2) Stock up or assess where I’m at with ingredients (if it’s Mexican, I’m gonna need black beans and jalapenos, for example).
3) Cook or prep necessary components to throw together a salad/bowl every morning before work.
More often than not, I choose Mediterranean. I adore the types of ingredients required for a traditional Italian antipasto plate, Greek salad, or shawarma bowl: grilled veggies, creamy feta cheese, hummus, crunchy cucumbers, fruity olive oil. The keys to making a successful Mediterranean bowl are combining a few pantry basics like olives or artichokes with fresh veggies or greens, plus a protein. Drizzle all of it with olive oil and something acidic like lemon or balsamic, and you’re set for lunchtime all week.
For this combo, I chose my current go-to protein, which is chicken thighs seasoned heavily in salt and pepper and fried in olive oil, but you can go with chickpeas or HB eggs for a simpler (or vegetarian) approach. I also created a faux tabbouleh with quinoa and chopped parsley. Some mint or dill would be nice in this too.

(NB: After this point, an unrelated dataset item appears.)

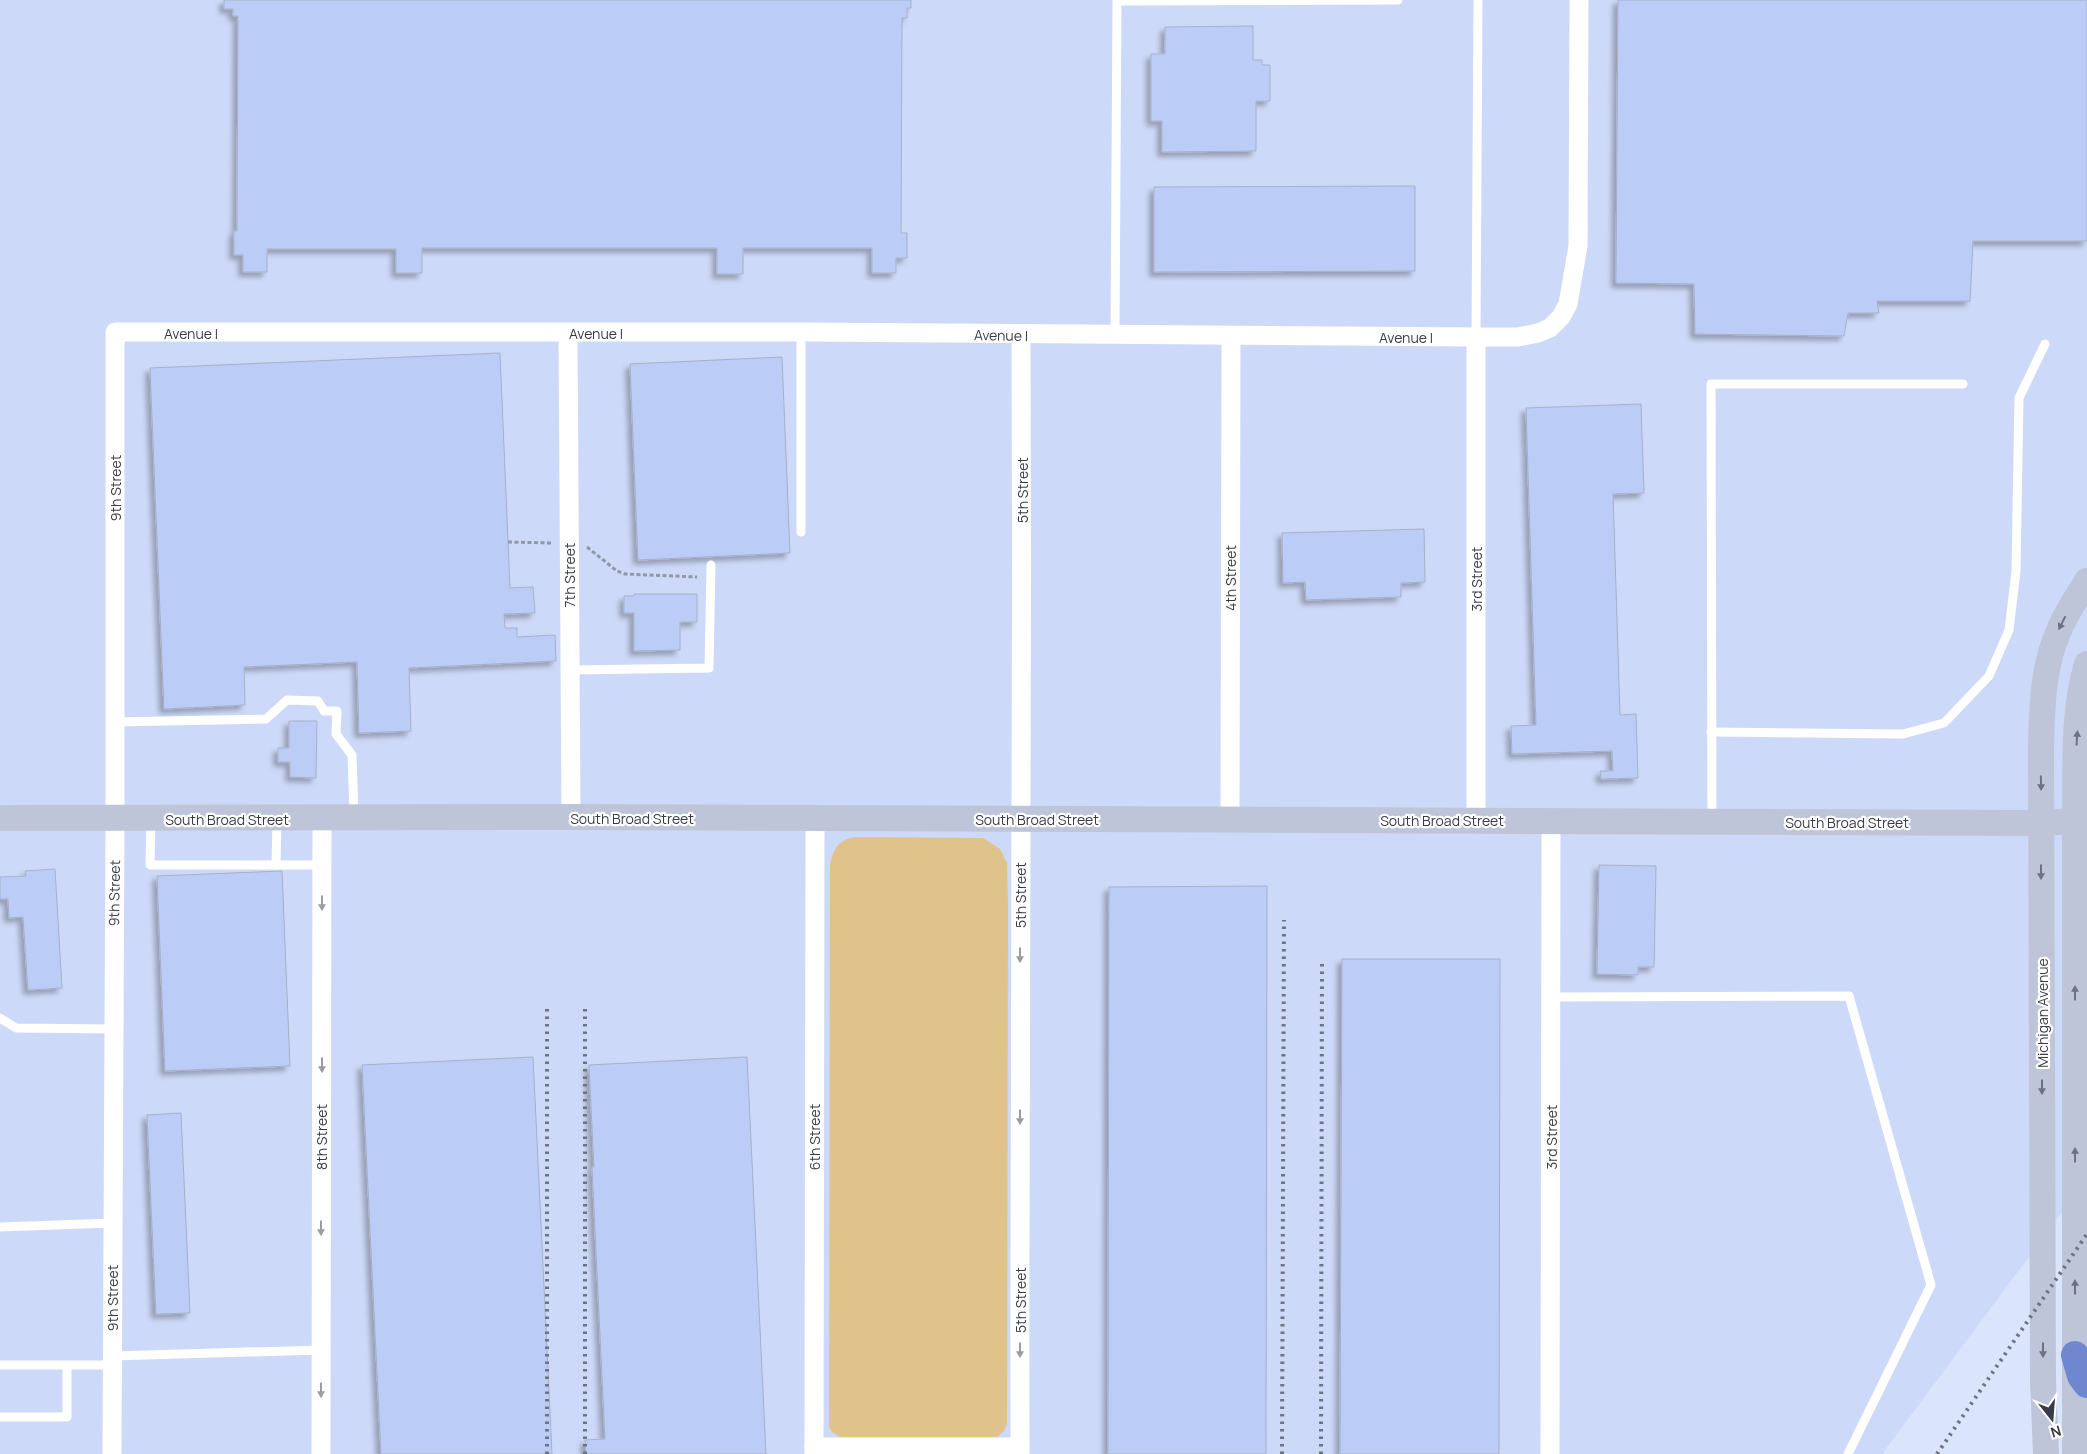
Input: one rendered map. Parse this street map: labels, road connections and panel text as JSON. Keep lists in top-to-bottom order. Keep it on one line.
{"streets":{"street":["Avenue I","9th Street","5th Street","7th Street","4th Street","3rd Street","South Broad Street","Michigan Avenue","8th Street","6th Street"]},"crossings":[["Avenue I","9th Street"],["Avenue I","5th Street"],["Avenue I","7th Street"],["Avenue I","4th Street"],["Avenue I","3rd Street"],["9th Street","South Broad Street"],["5th Street","South Broad Street"],["7th Street","South Broad Street"],["4th Street","South Broad Street"],["3rd Street","South Broad Street"],["South Broad Street","Michigan Avenue"],["South Broad Street","8th Street"],["South Broad Street","6th Street"]],"one_way":["5th Street","8th Street"],"north":"bottom"}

- 1 raw, boneless chicken thigh
- 1/2 large cucumber (or 1 small)
- 1/2 cup quinoa, cooked
- 1 small handful curly parsley, finely chopped.
- 1/4 red onion
- 3-4 kalamata olives
- 4-5 slivers sundried tomato
- 2 tablespoons hummus
- 1/2 lemon
- 4-5 tablespoons olive oil
- 1 tablespoon toasted pinenuts
- salt and pepper
- Prepare your chicken. Heat up 2 tablespoons olive oil over high heat until hot but not smoking. Season chicken thigh heavily with salt and pepper. Fry each side in olive oil over high heat for 2 minutes, until browned. Cover pan, turn heat to medium-low and cook for additional 8-10 minutes, or until cooked through. Should have a golden-brown crust, and be irresistibly crispy. Remove from heat.
- Prepare your quinoa according to package directions. Combine 1/2 cup cooked quinoa with chopped parsley and set aside.
- Peel and slice cucumber into halves or quarters. If I’m feeling fancy, I slice out the core too.
- I like to soak red onion in vinegar, so if you’ve got the time, drop the whole 1/4 onion into a cup of white vinegar or cold water to “pickle”. After a few minutes, remove and slice into half moons.
- Now you’re ready to assemble. I like to make little piles, to be combined whilst eating with the hummus, olives, and pine nuts, but you can also layer or toss it all together, depending on your preference. Pile the cucumbers together with the red onion into a bowl. Slice the chicken thigh into pieces, place next to the cucumbers, and dollop the hummus on top. Last, you’ve got the quinoa tabbouleh, which I like to garnish with the olives and sun-dried tomatoes.
- Sprinkle the whole thing with pine nuts, drizzle on a couple tablespoons of olive oil, squeeze half your lemon over, and pack away for later, or dig in immediately.
P.S. One of my absolute favorite guides to Mediterranean cooking is Martha Rose Shulman’s Mediterranean Harvest (vegetarian, but if you’re like me, you could add roast chicken, ground beef, or poached salmon to any of the recipes with excellent results I think).